TASK ITEM:
Find the line with "background:var(--page); color:var(--text); height:100vh;" in the entries below. Repeat it, every following line, and the line with "position:absolute; left:1899px; top:460px;", exactly and with nothing added.

Stored items:
# # #
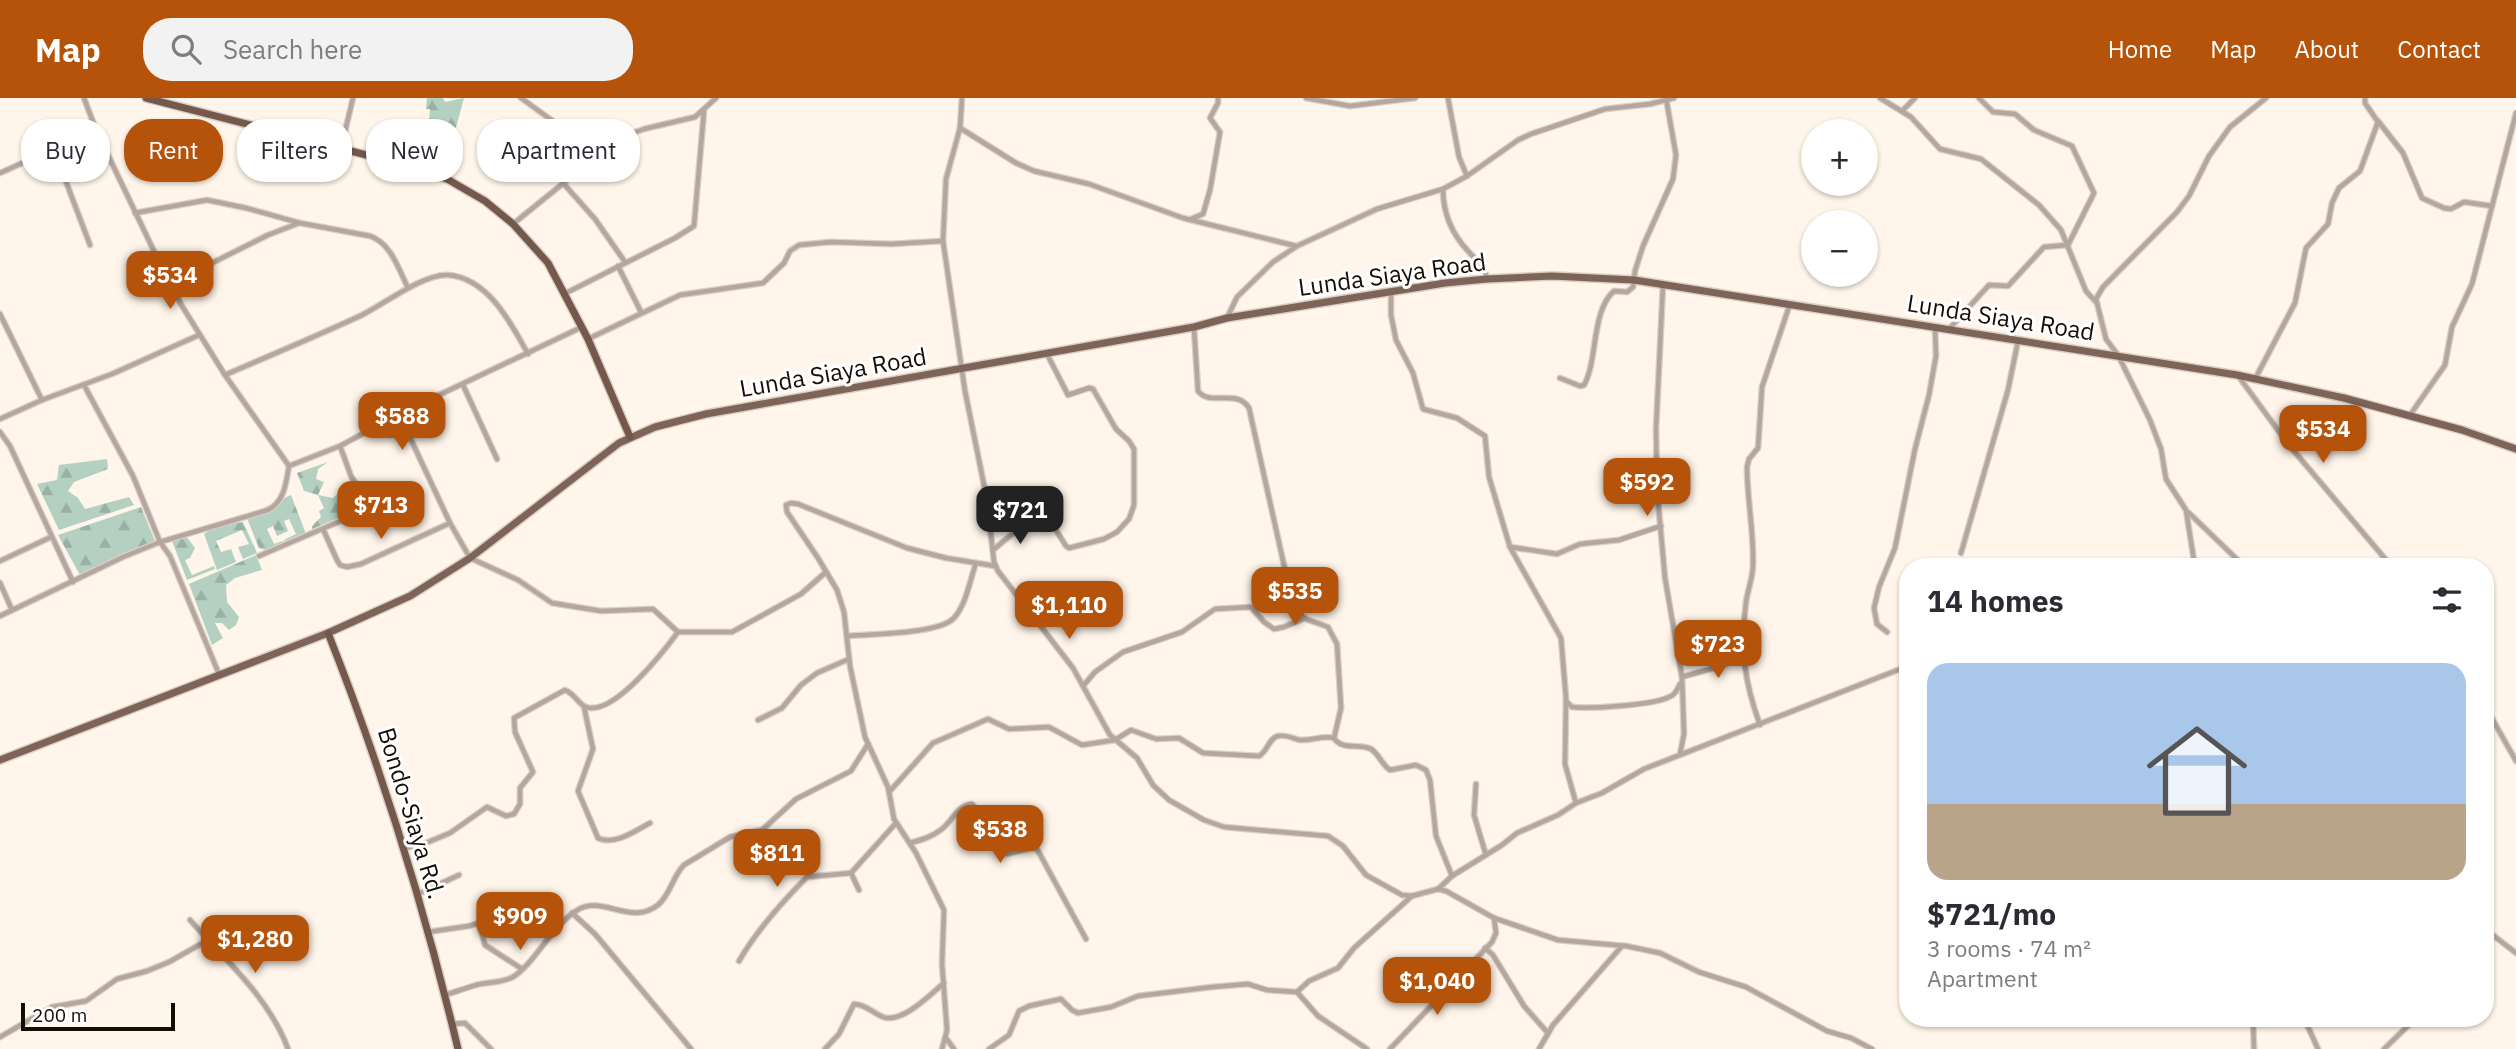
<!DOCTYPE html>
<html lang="en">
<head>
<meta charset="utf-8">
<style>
	:root { --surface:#fff; --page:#f2f2f3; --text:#2b2b33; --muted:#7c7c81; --accent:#b45309 }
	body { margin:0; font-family:"IBM Plex Sans",sans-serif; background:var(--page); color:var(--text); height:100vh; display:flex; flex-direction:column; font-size:26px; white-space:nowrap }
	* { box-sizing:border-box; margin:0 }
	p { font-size:23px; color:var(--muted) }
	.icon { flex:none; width:38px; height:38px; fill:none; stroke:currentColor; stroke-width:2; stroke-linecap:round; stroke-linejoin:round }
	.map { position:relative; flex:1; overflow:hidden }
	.side { position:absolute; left:1899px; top:460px; width:595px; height:469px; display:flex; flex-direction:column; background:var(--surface); border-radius:28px; box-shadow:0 2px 5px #0004 }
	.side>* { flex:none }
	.hud { position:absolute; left:21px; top:21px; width:665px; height:63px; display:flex; gap:14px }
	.buttons { position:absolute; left:1801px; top:21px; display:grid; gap:14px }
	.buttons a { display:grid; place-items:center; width:77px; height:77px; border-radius:50%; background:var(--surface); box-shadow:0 2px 5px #0004; font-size:35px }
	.scale { position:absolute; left:21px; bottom:18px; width:154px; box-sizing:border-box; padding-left:7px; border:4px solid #150d05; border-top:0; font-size:19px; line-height:24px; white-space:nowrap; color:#150d05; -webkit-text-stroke:5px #fff; paint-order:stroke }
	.price { position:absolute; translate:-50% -60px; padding:0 16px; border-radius:14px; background:var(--accent); color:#fff; font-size:23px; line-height:46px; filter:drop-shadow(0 2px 4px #0008) }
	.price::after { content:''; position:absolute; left:50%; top:42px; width:21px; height:16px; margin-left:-10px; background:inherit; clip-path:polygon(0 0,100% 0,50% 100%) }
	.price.active { background:#222; color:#fff }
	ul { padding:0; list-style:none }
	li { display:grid; align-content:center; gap:14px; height:371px; padding:0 28px }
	li span { display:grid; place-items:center; height:217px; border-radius:21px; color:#555 }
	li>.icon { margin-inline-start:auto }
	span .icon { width:126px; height:126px; fill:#fffc; stroke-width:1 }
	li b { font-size:30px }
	h2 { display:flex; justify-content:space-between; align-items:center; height:84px; padding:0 28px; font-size:30px }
	.pill { padding:0 24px; border-radius:28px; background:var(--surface); box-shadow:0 2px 5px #0004; font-size:24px; line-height:63px }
	.pill.active { background:var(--accent); color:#fff }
	header { display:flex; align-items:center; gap:42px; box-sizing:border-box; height:98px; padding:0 35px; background:var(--accent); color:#fff }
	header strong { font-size:33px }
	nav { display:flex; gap:38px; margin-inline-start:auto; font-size:24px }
	.search { width:490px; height:63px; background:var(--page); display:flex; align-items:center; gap:18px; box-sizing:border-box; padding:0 24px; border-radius:28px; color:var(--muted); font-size:26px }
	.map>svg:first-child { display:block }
</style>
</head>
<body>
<header>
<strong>Map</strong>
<div class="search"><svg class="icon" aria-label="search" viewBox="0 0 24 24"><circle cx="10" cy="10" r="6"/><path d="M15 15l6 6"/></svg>Search here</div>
<nav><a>Home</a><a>Map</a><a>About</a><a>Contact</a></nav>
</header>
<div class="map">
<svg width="2516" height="951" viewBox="0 0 2516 951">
	<defs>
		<pattern id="forest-firs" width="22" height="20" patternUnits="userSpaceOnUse" patternTransform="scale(1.75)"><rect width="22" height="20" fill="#b3d0c1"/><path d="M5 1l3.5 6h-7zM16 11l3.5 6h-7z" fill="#99b1a4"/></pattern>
	</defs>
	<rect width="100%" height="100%" fill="#fff5ea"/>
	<g fill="url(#forest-firs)">
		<polygon points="427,0 443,0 445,4 464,0 455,33 447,35 429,22 430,11 426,11"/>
		<polygon points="107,361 108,371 74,384 68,393 78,400 85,411 129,399 134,407 59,432 37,386 57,382 59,367"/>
		<polygon points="328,364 318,371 316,381 324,384 318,397 333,400 351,384 361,401 343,410 345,417 312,431 312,428 321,419 319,413 324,410 318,397 304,393 297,375"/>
		<polygon points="291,397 306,436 285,444 284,442 296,436 289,421 284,423 288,433 277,438 273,428 267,431 274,446 283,443 284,445 268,453 259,450 246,418"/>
		<polygon points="141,409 155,443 81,479 58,437"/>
		<polygon points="243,424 257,455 243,461 238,449 249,446 242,432 216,443 221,454 231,451 236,464 217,472 204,436 215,428"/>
		<polygon points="186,438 195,450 190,460 185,462 192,477 214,468 215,471 187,482 172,443"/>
		<polygon points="256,457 262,472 235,480 226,487 227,504 239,519 236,527 229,532 222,525 215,525 223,540 212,547 189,486"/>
	</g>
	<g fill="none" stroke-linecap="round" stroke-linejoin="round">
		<g stroke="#dad0c5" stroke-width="7">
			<g id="minor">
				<polyline points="521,0 572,37 588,62"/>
				<polyline points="962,0 960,30 946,81 943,143 965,293 987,402 994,464 998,473 1073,570 1110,637 1137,660 1153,687 1169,702 1204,722 1224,729 1328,738 1343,748 1366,777 1402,797 1412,798 1438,791 1446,793 1494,820 1558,842 1626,848 1660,855 1699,874 1746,889 1827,933 1851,940 1872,951"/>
				<polyline points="1306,0 1350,8 1415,0"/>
				<polyline points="1448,0 1459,59 1467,78"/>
				<polyline points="1880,0 1911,19 1940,51 1981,61 2039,107 2061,132 2086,193 2096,204"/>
				<polyline points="1903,12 1915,0"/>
				<polyline points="2378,23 2403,55 2422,100 2444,110 2451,111 2464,104 2492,108"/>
				<polyline points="960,30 1016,65 1034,73 1089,86 1183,120 1296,148"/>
				<polyline points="341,50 353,0"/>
				<polyline points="54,52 90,147"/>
				<polyline points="0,75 96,32 84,0"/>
				<polyline points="563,85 595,121 625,164"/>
				<path d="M 1443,91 C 1443,114 1452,136 1468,153 C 1476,162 1485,168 1487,181"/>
				<path d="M 135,115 L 207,102 L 246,110 L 300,125 L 370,138 C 391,145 399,172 408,190"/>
				<polyline points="1191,121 1203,116 1210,92 1220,34 1210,20 1218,5 1218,0"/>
				<polyline points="513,126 619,40 644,31 695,19 716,0"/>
				<polyline points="618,168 641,214"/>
				<polyline points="170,186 268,137 299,125"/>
				<polyline points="1663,187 1656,331 1657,391 1665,480 1682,579 1684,636 1680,656"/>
				<polyline points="1391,194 1391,217 1396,242 1413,275 1423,311 1457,320 1485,338 1489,379 1510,449 1557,456 1580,446 1619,442 1661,428"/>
				<polyline points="566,195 675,140 694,128 704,13"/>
				<polyline points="0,216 42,302"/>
				<polyline points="1227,220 1237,199 1273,164 1297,148 1377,111 1443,91 1467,78 1518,42 1531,36 1605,11 1650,6 1674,0"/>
				<path d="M 1194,230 L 1198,293 C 1210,309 1237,290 1249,310 L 1288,485 L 1303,520 L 1328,529 L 1337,546 L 1341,610 L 1334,640 C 1342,653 1359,645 1371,651 C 1379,656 1382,667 1390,672 L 1416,667 L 1426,672 L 1430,682 L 1436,738 L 1452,778"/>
				<polyline points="1949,231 1989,187 2008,188 2044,149 2068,147 2094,95 2072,48 2034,32 2015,16 1993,14 1979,0"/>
				<polyline points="588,241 680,197 763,185 784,165 790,153 799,147 831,144 891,146 943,143"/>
				<path d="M 225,277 C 271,257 317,238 362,217 C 384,206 425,175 448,177 C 488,180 511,225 528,256"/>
				<polyline points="2239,279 2288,346 2392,469"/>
				<path d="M 1560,280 L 1580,288 L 1584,287 C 1598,263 1591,213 1614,193 L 1627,194 L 1633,189 L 1635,173 L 1643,148 L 1673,81 L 1676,57 L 1666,0"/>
				<polyline points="2255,281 2295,205 2306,150 2328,126 2332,105 2339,90 2360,73 2378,24 2365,5 2365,0"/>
				<polyline points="84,287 133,378 160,444 170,458 219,576"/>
				<polyline points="463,287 497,361"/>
				<polyline points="399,316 450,425 470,460 518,482 552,505 601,513 653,511 678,534 732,534 801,496 826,474"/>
				<polyline points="2410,317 2445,267 2452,229 2472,186 2516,15"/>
				<polyline points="0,321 42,302 112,276 199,237"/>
				<polyline points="0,334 10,348 73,484"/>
				<polyline points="289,368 340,348 399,316 582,229"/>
				<polyline points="988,407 997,416 1014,414 1025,422 1047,418 1066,448 1069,450 1104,441 1117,434 1129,421 1134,407 1134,351 1129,343 1116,331 1093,291 1089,290 1068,297 1047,256"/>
				<polyline points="2189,415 2245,469"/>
				<polyline points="323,431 337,462 340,467 347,469 361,466 450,425"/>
				<polyline points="1510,449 1561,540 1566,600 1565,666 1576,705"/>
				<polyline points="993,452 1029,422"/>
				<polyline points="1961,455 2008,292 2018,243"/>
				<polyline points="259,458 345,421 367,408 366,402 351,378 340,348"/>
				<polyline points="0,463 51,439"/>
				<polyline points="2195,469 2186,412 2166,381 2161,351 2150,322 2118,257 2106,241 2096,201 2103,189 2177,114 2189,98 2209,58 2230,29 2266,0"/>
				<polyline points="0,485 12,512"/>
				<path d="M 0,518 L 123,459 L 160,444 L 268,412 C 284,404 286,386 289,368 L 225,277 L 182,208 L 164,174 L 96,32"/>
				<polyline points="1887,534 1877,526 1874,510 1879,489 1895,450 1915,351 1929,297 1936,258 1935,230"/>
				<path d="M 848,538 C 871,536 939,536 954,520 C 966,507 970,482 976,465"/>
				<polyline points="1682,579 1721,568 1743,558"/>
				<polyline points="1083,588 1095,574 1123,554 1182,534 1215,511 1251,509 1264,524 1274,531 1284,529 1305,520"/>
				<path d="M 1566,603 L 1572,609 C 1591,611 1654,607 1669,599 C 1675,597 1677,592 1680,586"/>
				<polyline points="2485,608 2516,663"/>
				<path d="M 584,609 L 593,651 L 578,693 L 598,740 C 614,748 635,733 650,725"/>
				<polyline points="758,622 782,610 801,587 817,575 849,561"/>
				<path d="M 1760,627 C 1744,583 1740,550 1746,504 C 1748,491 1753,479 1753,467 C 1754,433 1747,401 1747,369 L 1749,361 L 1758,350 L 1762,289 L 1790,206"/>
				<polyline points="1476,686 1474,717 1486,757"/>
				<path d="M 890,693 L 933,645 L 988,621 L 1009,631 L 1049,629 L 1082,647 L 1115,642 L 1131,632 L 1156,641 L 1179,640 L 1203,655 L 1259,658 C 1267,654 1269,640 1278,638 C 1285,636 1294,641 1300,642 C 1313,643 1322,637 1334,640"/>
				<path d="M 910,745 C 921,742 932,739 942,731 C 952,723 958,707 972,706 L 988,724 L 1007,756 L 1031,750 L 1037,751 L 1086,841"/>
				<path d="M 405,750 L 426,745 L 450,735 L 487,709 L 506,718 L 514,716 L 520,706 L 520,690 L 533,674 L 515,634 L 514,620 L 565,592 C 575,596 578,606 586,609 C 613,619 664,553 678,534"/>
				<polyline points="1438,791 1452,778 1502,747 1517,735 1558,717 1576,705 1602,695 1644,671 1908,568"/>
				<polyline points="859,792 851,775 896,725"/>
				<polyline points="418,796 459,777"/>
				<polyline points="572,815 595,836 691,951"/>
				<path d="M 190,822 C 225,861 270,901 288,951"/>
				<polyline points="479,825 485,847 522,871"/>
				<polyline points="2485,831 2516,855"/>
				<polyline points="428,834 469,828 508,816 521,816"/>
				<polyline points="1485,850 1493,857 1524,908 1547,934"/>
				<path d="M 739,863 C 757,832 782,804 807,779 L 851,775"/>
				<polyline points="1297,894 1309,883 1338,870 1354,850 1412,798"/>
				<path d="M 445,897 C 455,894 466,890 476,887 C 488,884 501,885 513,879 C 535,865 551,829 576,813 C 601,795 630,829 658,807 C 671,796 672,779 684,767 L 730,739 L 762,732 L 796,701 L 851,673 L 868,646"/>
				<polyline points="1990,920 1991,923 1996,920"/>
				<polyline points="2253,920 2254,951"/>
				<polyline points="2304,920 2318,951"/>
				<polyline points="452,926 465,925 491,951"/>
				<polyline points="0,939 52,909 86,903 117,881 147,873 169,864 245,821"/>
				<polyline points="946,940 954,951"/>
				<path d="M 825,951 L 839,936 L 854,906 C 865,906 873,915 883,919 C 902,926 931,896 944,885"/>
				<polyline points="942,951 947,932 942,866 944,812 916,755 894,721 888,689 865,639 850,568 844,514 837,492 818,460 787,414 786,407 791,405 798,406 907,450 946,460 995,468"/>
				<polyline points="989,951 1009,937 1019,913 1029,908 1061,901 1072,912 1078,915 1111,909 1138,898 1212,889 1248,886 1267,892 1297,894 1318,918 1367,951"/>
				<polyline points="1390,951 1492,844 1496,835 1494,820"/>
				<polyline points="1539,951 1553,927 1622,848"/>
				<polyline points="2384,951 2416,920"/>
			</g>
		</g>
		<g stroke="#dad0c5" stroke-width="10">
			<polyline id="primary" points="0,662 328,535 410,498 470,460 619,345 655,329 706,316 1194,229 1227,220 1445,185 1487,181 1552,178 1634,182 2237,277 2344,300 2462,332 2516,351"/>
		</g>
		<g stroke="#dad0c5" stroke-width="10">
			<g id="trunk">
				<polyline points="146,0 401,66 447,81 485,103 513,126 548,165 588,241 630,339"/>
				<path d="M 328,535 C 382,671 424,808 458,951"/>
			</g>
		</g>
		<use href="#minor" stroke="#b5a6a0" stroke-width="4.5"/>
		<use href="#primary" stroke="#7e6359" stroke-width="7"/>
		<use href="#trunk" stroke="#74584c" stroke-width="7"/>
	</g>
	<g text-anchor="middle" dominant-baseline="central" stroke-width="6" stroke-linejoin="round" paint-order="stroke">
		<g font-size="24" fill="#150d05" stroke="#fff">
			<text transform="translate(1392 176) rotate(-8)">Lunda Siaya Road</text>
			<text transform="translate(2001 219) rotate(9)">Lunda Siaya Road</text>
			<text transform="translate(833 274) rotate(-10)">Lunda Siaya Road</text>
			<text transform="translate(412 715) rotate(73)">Bondo-Siaya Rd.</text>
		</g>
	</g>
</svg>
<div class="buttons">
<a>+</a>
<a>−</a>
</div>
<div class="scale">200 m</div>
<b class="price" style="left:170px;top:213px">$534</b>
<b class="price" style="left:402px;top:354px">$588</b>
<b class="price" style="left:2323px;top:367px">$534</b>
<b class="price" style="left:1647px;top:420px">$592</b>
<b class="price" style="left:381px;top:443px">$713</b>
<b class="price active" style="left:1020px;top:448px">$721</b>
<b class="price" style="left:1295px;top:529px">$535</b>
<b class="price" style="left:1069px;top:543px">$1,110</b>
<b class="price" style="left:1718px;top:582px">$723</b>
<b class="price" style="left:1000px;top:767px">$538</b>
<b class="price" style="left:777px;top:791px">$811</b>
<b class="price" style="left:520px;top:854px">$909</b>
<b class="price" style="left:255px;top:877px">$1,280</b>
<b class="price" style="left:1437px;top:919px">$1,040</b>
<div class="hud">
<a class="pill">Buy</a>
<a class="pill active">Rent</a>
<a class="pill">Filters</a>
<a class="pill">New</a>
<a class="pill">Apartment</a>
</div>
<section class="side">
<h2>14 homes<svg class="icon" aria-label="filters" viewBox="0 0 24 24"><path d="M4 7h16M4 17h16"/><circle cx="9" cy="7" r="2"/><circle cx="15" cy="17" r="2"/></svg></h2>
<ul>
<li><span style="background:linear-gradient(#a9c7e8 65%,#b9a48a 0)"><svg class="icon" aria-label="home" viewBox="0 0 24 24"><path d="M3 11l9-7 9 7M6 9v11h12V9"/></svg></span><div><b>$721/mo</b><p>3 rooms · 74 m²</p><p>Apartment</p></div></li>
</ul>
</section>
</div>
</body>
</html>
# # #
RESPONSE TO THE EXERCISE:
	body { margin:0; font-family:"IBM Plex Sans",sans-serif; background:var(--page); color:var(--text); height:100vh; display:flex; flex-direction:column; font-size:26px; white-space:nowrap }
	* { box-sizing:border-box; margin:0 }
	p { font-size:23px; color:var(--muted) }
	.icon { flex:none; width:38px; height:38px; fill:none; stroke:currentColor; stroke-width:2; stroke-linecap:round; stroke-linejoin:round }
	.map { position:relative; flex:1; overflow:hidden }
	.side { position:absolute; left:1899px; top:460px; width:595px; height:469px; display:flex; flex-direction:column; background:var(--surface); border-radius:28px; box-shadow:0 2px 5px #0004 }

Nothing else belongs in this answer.